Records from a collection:

= Beginning of Section =

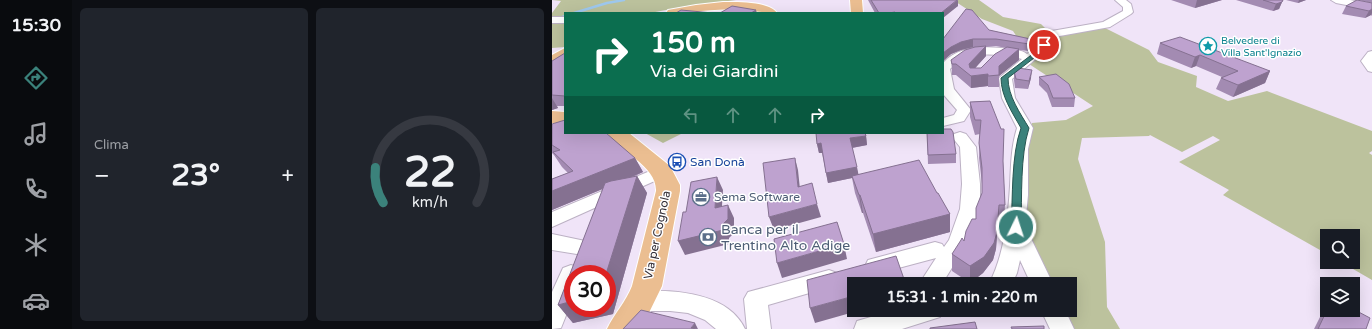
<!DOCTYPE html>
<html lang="it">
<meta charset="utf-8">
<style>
body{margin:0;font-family:"Varela Round",sans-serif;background:#20242c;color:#f1f3f6;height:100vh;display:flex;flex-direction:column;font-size:15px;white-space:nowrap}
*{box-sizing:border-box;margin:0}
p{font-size:13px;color:#9ea1a6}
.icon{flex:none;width:22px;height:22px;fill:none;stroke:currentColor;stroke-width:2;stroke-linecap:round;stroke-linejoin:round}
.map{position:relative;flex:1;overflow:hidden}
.sheet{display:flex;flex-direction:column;gap:8px;padding:8px;background:#0d0f14;width:480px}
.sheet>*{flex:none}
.hud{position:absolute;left:12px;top:12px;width:380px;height:122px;border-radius:0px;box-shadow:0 4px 16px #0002;background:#0b6e4f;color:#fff;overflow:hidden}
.fabs{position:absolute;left:768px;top:229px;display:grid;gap:8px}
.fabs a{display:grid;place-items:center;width:40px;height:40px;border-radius:0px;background:#171b24;box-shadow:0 4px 16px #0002;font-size:20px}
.speed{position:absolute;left:12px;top:265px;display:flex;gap:8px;font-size:20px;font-weight:700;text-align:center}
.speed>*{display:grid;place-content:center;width:52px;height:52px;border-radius:50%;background:#171b24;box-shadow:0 4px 16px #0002;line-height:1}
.speed .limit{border:6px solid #d22;background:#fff;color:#111}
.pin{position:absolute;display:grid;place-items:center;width:34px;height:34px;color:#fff;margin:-17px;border:2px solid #fff;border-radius:50%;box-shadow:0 1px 4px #0007}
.me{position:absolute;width:44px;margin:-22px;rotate:4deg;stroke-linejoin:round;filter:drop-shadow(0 0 3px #0008)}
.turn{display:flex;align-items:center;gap:14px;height:84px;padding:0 20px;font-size:18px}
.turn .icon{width:52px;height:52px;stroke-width:2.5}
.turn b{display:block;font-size:28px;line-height:34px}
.lanes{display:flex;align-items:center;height:38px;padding:0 20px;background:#0003;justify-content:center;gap:20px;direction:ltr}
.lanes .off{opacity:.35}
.big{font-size:30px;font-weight:700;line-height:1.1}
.sheet .widget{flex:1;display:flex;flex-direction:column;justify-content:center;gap:6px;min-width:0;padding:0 14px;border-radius:6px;background:#20242c}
.sheet .dial{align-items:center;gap:0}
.dial svg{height:104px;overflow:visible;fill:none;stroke:#363941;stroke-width:7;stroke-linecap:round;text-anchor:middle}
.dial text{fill:#f1f3f6;stroke:none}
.heat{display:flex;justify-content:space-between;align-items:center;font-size:22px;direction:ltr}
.sheet .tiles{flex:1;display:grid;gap:8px;grid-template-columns:repeat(2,1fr)}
.trip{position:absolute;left:295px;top:277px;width:230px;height:40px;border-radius:0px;background:#171b24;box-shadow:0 4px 16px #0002;font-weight:700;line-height:40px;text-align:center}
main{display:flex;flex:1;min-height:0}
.tabs{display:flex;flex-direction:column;width:72px;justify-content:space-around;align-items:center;background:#090b0e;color:#9ea1a6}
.tabs .icon{width:28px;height:28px}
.tabs .on{color:#3b827b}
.tabs b{font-size:18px;color:#f1f3f6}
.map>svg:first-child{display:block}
</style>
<main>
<nav class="tabs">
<b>15:30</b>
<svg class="icon on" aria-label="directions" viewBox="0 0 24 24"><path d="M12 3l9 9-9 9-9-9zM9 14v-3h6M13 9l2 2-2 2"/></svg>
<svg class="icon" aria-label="music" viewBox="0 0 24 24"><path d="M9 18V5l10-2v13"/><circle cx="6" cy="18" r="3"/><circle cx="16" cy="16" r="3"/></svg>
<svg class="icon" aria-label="phone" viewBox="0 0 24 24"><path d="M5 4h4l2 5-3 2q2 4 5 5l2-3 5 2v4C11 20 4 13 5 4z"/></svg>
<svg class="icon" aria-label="climate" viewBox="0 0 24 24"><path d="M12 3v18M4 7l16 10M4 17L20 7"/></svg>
<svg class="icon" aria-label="car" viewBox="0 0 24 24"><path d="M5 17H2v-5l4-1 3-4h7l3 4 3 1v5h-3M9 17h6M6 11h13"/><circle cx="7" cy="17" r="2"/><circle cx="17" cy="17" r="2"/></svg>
</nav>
<section class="sheet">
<div class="tiles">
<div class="widget"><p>Clima</p>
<div class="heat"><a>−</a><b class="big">23°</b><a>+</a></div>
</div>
<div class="widget dial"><svg viewBox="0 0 100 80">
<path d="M14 69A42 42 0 1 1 86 69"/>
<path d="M14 69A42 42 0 0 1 8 42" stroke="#3b827b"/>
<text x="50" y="56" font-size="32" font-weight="700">22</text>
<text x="50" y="72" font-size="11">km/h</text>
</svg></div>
</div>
</section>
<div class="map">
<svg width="820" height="329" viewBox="0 0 820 329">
<rect width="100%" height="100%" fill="#f0e4f8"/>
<path fill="#bcc29d" d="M0,0H184L130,7L98,13H13V47L0,48V13L9,1Z
M401,0H427L451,17L489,24L497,32L487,47L469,43L461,31L430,19Z
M551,27L597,50L606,62L645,76L644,87L676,101L715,91L820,131V151L817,153L820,155V280L789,262H801V236H775V254L671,195L677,190L627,162L668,140L661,136L630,152L598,135L597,136L530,138L526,159L553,242L555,307L568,329H520L510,310H518V284H497L475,243L469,199L480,123L514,120L541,106L477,64L493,50L498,39L509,34Z
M93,133H131L111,143Z"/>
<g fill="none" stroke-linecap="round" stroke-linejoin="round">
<path stroke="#9ec8ee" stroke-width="2.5" d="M22,13L55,3L72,0
M0,21L13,16"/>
<defs>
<path id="minor" d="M563,0H574L579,4L581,12L579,14L558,27L502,37L492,52L460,79L463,98L481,128L476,149V195L473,226L501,284H479L468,260L465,273L460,284H437C452,255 456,219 458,186C459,166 459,147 465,128L450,98L447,78L470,59C446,54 417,49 398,69L402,89L419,110L412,121L391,126V118L402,115L405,110L391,94V63C407,45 436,46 457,49C463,50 471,50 475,54L484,48L494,32L551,22L571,11V7Z
M779,0H798L820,4V10L784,3Z
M0,17H13V23H0Z
M820,51V72L816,71L809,61L816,52Z
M408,132L414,134L424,147L428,184V209L416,242L393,279L394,284H372L371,278L384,258L324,274L316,272L313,266L316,260L383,242L390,244L392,247L397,240L408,209L410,184L408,147L400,137L402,134Z
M110,166L116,167L119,171L116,175L0,227V212Z
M0,234L38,242L41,247L38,252L31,255L0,250Z
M19,265L27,268L30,274H21V298L9,328L0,329V292L11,268Z
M277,270L285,273L288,279L285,285L216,305L219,329H195L192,299L196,292Z
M90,291C125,290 176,293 193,329H164L153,320L136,313L118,311H90L82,308L78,301L82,294Z
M343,310H392L388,317L350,329H302L305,321Z
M489,310H513L522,329H498Z"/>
<path id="major" d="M298,0H310L311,13H299Z
M171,2C184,2 217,1 225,13C212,13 199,10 185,9C161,9 138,13 114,13L116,10L144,5Z
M13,48V60L6,65L0,67V55Z
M0,111L13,112V124L0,123Z
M55,133H77L118,166L128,185V191L110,286L89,329H55C62,314 74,302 80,286L104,191C105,166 68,152 55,133Z"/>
</defs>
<use href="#minor" stroke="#bcb1c4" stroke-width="2"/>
<use href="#major" stroke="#fff" stroke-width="2"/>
<use href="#minor" fill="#fff" fill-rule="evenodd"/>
<use href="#major" fill="#ebbe91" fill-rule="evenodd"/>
</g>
<path fill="#a38bb2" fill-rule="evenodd" d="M316,0H406V6L391,13H323Z
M619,0H670L643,8Z
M684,0H731L727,9L721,11Z
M734,0H754L746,3Z
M806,0H820V3Z
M820,3V16L819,15L813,18L790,14L794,6Z
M437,30L483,40L482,47L477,51L467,50V60L447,76V87H436V86L419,88L404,75H400V70L399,60L423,47L409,50L399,54L391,61V39ZM444,46L454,48L429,68H423L434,56V47Z
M608,43L718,71L713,83L681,97L664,89L669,78L670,77L644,66L639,68L605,54Z
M13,53V106H5L6,108L0,110V61Z
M462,71L479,78L476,89L463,88L462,80Z
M487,77L523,98L522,107H500L495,93L487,85Z
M438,101L451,161L453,205L452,222H446L444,249L441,260L431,273L418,283L400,271V254L412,241L424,219L430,194V184L427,158L428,134L423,135L418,117V102Z
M0,124L83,158L91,172L81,177L85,176L95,193L61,314L21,323L6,305L51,189L0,210V179L16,173L10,167L2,155L0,153Z
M375,133L404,154V163L376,164Z
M314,136L315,145L300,148L306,174L385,193L398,214V232L324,252L311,213H310L303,193L300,178L276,183L270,153H267L265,144Z
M775,306V310L814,329H762L770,313Z"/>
<path fill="#857191" d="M406,0V6L391,18V13H389Z
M645,0H670L643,8Z
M747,0H754L746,3Z
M730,2L727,9L721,11L724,4Z
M820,9V13L819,15L813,18L817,11Z
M204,10L205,13H199Z
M421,39V47L409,50L399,54L391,61V53L399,47L409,42Z
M483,40L482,47L477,51V44Z
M434,46V56L417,75V64Z
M467,49V60L447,76V66Z
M648,55L644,66L639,68L643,57Z
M480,70L479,78L476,89L477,81Z
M718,71L713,83L681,97L686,85Z
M436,74V86L419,88V76Z
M0,98L6,108L0,110Z
M314,136L315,145L299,148L298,138Z
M269,143L271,153H267L265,144Z
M83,158L91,172L0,210V191Z
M243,158L246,170L249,199L246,187Z
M305,167L307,177L300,176V178L276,183L274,173Z
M85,176L95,193L61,314L21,323L6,305L21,301V308H55V274H54Z
M165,177L171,190L169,221L163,208Z
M307,195H308L311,213H310Z
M265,204L269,217L222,230L217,217Z
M176,205L182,218V233L177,238V244L133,255L126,241L171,224Z
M447,205L444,249L441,260L431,273L418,283V266Z
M398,214V232L324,252L321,234Z
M292,244L295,259L230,278L225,263Z
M302,296V310H309L263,323L258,308Z
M143,323L146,329L139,328Z"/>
<path fill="#bea2cf" stroke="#857191" d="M319,0H405L389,13H343V12L337,13H327Z
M711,0H731L730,2L724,4Z
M805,0L820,3V9L817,11L794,6Z
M180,6L204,10L199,13H168Z
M414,9L420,10L437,30L483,40L477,44L444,39H421L409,42L399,47L391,53V39Z
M129,10L161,13H124Z
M628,37L718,71L686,85L669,78L686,71L648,55L643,57L608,43Z
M434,46L417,64L418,68H429L443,54L455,47L467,49L447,66V75L436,76V74L419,76L404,64H400L399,60L413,50L423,47Z
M13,53V96L0,95V61Z
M466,68L480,70L477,81L464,79L462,71Z
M504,74L517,84L523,98H501L496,85L487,77Z
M438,101L449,129H452L451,161L453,205H447L445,232L442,243L432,257L418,266L400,254L409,240L410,238L412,241L414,231L420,219H424V208L430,193V168L427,143L429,120H423L418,102Z
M13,120V133H54L83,158L0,191V179L21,171L1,152L8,150L0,145V124Z
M391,129H399L401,132L404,154L376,155L375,133H391Z
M264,133H313L314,136L298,138L305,167L274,173L269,143L265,144Z
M243,158L246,187L260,183L265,204L217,217L211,163Z
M367,160L385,193H386L398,214L321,234L308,195H307L300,176Z
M85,176L54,274H21V301L6,305L53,183L59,181Z
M165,177L163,208L176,205V219L171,224V230L126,241L131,212H134L139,182Z
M285,222L292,244L225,263L222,239Z
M344,256L353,282L346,284H302V296L258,308L255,280Z
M801,309L818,318L814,329H766L775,310H801Z
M89,310L143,323L139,328L145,329H71Z
M423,322L425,329H378V328Z
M492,326V329H460L459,327Z"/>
<path fill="#3b827b" stroke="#265450" d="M489,44L495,45L482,58L456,78C456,96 468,113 477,128C468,156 470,197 469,227L468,230H460L459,227C461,197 459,156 469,128C460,112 449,96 449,78L478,56Z"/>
<defs>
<symbol id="sight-ring" viewBox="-11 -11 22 22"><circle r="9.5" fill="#fff" stroke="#0f9aa8" stroke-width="1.5"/><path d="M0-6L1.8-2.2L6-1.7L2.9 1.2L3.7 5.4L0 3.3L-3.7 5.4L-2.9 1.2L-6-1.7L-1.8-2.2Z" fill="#0f9aa8"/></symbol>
<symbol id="bus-ring" viewBox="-11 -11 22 22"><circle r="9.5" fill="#fff" stroke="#1a4fb4" stroke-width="1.5"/><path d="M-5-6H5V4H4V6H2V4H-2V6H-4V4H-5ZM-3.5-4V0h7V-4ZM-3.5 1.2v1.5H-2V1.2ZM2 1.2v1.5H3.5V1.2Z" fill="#1a4fb4"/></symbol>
<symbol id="office-ring" viewBox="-11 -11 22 22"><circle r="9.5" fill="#fff" stroke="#5c6f8a" stroke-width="1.5"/><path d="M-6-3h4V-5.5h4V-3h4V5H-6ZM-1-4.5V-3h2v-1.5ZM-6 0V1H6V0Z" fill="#5c6f8a"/></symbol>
<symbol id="bank-ring" viewBox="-11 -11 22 22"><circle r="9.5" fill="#fff" stroke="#5c6f8a" stroke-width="1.5"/><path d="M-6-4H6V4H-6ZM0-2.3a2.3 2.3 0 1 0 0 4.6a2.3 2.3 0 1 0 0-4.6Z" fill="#5c6f8a"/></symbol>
</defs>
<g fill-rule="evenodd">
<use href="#sight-ring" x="646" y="36" width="20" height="20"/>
<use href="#bus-ring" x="115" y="152" width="20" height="20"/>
<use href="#office-ring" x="139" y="187" width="20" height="20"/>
<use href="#bank-ring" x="146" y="227" width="20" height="20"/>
</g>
<g text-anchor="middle" stroke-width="3" stroke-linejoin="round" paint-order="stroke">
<g font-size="10" fill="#0d838f" stroke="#fff" text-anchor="start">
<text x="669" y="44">Belvedere di<tspan x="669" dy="12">Villa Sant'Ignazio</tspan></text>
</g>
<g font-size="12" fill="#164399" stroke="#fff" text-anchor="start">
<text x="138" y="166">San Donà</text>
</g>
<g font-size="12" fill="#4e5e75" stroke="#fff" text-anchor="start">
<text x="162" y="201">Sema Software</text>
</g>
<g font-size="12" fill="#342f37" stroke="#fff">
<text transform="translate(105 235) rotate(-78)" y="4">Via per Cognola</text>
</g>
<g font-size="14" fill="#4e5e75" stroke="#fff" text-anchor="start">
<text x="169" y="234">Banca per il<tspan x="169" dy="16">Trentino Alto Adige</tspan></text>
</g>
</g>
</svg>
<div class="fabs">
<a><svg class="icon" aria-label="search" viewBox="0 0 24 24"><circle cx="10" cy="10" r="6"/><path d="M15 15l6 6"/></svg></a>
<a><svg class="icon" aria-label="layers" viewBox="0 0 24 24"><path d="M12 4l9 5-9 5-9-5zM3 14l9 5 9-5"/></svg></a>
</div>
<div class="speed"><div class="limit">30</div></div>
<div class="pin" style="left:492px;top:45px;background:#d93025"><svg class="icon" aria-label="arrive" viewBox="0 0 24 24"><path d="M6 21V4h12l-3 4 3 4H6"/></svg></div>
<svg class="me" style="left:464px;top:227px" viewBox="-20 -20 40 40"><circle r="17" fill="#3b827b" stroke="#fff" stroke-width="3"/><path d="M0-11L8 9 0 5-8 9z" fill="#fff"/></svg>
<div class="trip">15:31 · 1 min · 220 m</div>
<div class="hud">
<div class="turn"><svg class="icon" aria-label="right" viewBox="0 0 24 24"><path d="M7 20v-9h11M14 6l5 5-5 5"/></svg><div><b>150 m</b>Via dei Giardini</div></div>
<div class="lanes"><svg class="icon off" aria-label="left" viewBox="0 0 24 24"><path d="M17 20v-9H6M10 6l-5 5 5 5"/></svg><svg class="icon off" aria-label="ahead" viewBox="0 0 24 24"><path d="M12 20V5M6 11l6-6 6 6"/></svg><svg class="icon off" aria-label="ahead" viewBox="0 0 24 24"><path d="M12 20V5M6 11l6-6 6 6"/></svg><svg class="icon" aria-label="right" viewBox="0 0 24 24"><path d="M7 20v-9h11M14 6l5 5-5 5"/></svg></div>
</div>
</div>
</main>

= End of Section =

» **TASK GOAL**:
Your response must be one number, namely how many lines of the data contain the string "heat".

» **TASK OUTPUT**:
2